*Directions for this task*
Select, from the data, each line where "absolute" occurs.

*Source data*
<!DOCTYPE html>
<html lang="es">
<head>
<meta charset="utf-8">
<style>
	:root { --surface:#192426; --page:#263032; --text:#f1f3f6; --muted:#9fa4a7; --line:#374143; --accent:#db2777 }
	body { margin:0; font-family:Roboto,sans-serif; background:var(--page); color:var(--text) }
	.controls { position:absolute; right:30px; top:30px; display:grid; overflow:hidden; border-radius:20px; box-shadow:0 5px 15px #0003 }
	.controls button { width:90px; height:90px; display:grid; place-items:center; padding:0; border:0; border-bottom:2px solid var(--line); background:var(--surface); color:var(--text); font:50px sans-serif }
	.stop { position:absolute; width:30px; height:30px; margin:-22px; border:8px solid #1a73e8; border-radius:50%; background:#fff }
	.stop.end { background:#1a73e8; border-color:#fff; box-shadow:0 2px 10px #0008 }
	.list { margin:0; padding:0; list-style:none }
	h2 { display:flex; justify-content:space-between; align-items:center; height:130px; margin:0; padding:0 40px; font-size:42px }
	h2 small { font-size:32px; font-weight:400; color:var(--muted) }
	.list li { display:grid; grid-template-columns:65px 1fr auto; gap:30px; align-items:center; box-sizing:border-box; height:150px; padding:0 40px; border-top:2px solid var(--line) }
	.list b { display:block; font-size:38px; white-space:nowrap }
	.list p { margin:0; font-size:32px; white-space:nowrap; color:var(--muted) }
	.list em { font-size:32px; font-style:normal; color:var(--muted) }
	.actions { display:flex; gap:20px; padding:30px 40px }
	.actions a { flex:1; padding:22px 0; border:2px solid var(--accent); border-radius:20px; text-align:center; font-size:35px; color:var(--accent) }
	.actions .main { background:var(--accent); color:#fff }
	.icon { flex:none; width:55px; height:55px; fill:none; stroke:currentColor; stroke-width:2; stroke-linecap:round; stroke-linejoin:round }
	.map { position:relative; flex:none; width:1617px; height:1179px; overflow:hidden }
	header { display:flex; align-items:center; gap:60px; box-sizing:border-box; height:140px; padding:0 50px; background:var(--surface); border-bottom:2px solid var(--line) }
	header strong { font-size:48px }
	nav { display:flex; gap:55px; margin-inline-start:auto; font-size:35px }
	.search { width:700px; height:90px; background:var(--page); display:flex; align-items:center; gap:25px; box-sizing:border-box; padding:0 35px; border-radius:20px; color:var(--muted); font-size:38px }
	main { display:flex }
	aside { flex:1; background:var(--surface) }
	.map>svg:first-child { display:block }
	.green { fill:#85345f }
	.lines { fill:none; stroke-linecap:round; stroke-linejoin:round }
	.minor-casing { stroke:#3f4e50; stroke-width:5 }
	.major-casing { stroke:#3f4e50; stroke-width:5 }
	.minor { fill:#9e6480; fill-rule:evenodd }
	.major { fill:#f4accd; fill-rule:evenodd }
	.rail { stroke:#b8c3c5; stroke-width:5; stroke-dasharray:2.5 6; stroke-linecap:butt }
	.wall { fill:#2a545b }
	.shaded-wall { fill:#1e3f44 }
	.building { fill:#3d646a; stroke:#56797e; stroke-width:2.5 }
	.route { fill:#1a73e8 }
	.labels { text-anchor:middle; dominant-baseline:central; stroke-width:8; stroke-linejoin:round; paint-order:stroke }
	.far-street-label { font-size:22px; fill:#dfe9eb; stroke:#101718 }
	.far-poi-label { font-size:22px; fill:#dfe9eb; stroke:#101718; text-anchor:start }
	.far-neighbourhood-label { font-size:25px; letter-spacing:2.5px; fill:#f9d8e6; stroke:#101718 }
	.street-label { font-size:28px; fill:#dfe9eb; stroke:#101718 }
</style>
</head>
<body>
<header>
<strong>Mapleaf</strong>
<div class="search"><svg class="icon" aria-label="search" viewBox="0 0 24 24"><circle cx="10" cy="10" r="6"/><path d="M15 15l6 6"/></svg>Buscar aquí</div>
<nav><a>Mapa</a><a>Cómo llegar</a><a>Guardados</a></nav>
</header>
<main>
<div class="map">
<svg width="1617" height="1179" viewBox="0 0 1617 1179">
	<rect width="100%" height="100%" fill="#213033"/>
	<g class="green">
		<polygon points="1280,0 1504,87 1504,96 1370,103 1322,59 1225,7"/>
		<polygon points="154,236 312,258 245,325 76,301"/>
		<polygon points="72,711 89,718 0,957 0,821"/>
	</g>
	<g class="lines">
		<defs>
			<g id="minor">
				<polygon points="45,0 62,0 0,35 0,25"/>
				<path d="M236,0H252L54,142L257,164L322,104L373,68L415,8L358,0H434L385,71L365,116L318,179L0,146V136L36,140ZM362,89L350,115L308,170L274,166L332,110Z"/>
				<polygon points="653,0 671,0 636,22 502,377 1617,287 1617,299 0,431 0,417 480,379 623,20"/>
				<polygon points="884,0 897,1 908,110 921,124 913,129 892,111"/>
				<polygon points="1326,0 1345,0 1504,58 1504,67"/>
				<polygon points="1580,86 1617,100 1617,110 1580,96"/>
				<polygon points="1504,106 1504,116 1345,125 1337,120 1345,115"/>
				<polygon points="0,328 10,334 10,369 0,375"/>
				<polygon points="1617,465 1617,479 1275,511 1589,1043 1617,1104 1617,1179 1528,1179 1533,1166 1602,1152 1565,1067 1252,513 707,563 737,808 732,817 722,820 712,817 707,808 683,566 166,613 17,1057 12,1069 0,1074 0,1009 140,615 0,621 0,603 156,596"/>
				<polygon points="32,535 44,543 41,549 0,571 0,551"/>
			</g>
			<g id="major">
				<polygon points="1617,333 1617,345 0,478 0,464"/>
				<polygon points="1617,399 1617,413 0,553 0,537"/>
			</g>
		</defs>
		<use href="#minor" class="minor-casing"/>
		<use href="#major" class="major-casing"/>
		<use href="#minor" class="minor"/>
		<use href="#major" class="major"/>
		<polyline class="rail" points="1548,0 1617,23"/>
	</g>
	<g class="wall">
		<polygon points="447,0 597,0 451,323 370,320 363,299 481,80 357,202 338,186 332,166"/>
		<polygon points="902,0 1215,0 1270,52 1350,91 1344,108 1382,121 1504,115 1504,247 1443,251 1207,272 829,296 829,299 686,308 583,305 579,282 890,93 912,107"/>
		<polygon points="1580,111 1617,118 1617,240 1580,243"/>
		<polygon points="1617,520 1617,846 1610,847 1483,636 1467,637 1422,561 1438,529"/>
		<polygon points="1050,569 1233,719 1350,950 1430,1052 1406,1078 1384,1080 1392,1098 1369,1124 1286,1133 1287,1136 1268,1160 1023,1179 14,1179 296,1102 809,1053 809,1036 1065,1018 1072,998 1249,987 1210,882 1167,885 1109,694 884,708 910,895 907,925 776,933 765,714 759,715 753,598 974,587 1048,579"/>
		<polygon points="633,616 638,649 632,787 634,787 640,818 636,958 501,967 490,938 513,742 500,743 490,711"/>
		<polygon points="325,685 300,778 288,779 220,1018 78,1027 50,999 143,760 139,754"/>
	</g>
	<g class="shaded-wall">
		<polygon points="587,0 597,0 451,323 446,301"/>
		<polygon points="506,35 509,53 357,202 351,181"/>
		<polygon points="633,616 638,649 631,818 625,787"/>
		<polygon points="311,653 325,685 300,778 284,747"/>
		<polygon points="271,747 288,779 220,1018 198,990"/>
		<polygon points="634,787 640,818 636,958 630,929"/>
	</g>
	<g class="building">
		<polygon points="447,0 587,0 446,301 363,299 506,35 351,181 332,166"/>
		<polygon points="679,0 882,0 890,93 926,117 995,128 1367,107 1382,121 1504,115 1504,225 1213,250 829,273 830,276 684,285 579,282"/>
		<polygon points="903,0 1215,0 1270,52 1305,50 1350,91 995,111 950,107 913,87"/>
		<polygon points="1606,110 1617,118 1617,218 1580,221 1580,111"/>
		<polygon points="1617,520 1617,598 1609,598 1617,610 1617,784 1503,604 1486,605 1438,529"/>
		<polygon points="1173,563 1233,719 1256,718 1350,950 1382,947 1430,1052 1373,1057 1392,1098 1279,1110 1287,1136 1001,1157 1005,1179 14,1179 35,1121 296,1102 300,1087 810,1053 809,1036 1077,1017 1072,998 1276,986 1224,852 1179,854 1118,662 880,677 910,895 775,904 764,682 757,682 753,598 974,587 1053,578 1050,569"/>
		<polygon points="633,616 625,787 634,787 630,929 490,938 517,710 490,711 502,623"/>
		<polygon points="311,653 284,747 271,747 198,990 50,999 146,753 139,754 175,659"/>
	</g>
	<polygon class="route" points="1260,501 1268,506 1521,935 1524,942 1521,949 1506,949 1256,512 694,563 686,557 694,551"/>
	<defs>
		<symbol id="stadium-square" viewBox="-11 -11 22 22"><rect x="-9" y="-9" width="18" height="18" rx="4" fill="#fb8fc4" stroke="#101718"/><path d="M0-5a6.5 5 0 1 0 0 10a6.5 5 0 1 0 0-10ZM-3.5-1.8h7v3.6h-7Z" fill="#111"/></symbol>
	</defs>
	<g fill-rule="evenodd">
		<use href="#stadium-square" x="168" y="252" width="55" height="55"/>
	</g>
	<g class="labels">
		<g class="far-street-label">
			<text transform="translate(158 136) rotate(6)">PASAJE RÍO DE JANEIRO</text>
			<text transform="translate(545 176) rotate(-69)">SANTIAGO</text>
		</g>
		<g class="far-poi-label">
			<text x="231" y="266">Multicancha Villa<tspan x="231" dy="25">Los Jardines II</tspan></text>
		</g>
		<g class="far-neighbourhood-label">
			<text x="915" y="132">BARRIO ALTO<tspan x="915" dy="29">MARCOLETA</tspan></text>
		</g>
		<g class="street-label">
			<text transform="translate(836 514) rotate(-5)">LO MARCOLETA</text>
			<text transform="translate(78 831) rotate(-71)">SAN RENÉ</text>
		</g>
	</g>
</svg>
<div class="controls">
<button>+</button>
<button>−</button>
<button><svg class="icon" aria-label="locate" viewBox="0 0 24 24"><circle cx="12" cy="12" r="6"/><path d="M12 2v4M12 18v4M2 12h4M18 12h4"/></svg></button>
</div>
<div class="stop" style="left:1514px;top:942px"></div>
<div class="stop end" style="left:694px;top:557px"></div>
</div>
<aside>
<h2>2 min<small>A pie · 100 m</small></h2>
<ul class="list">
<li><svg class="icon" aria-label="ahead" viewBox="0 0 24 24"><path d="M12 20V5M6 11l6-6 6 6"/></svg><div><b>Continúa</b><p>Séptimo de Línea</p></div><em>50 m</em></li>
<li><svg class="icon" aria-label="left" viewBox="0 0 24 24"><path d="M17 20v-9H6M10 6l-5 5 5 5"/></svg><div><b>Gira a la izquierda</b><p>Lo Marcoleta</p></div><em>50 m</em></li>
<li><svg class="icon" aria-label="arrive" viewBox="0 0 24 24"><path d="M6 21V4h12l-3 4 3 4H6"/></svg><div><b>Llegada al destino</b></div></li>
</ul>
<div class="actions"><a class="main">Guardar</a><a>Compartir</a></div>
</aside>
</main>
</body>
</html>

*Worked solution*
	.controls { position:absolute; right:30px; top:30px; display:grid; overflow:hidden; border-radius:20px; box-shadow:0 5px 15px #0003 }
	.stop { position:absolute; width:30px; height:30px; margin:-22px; border:8px solid #1a73e8; border-radius:50%; background:#fff }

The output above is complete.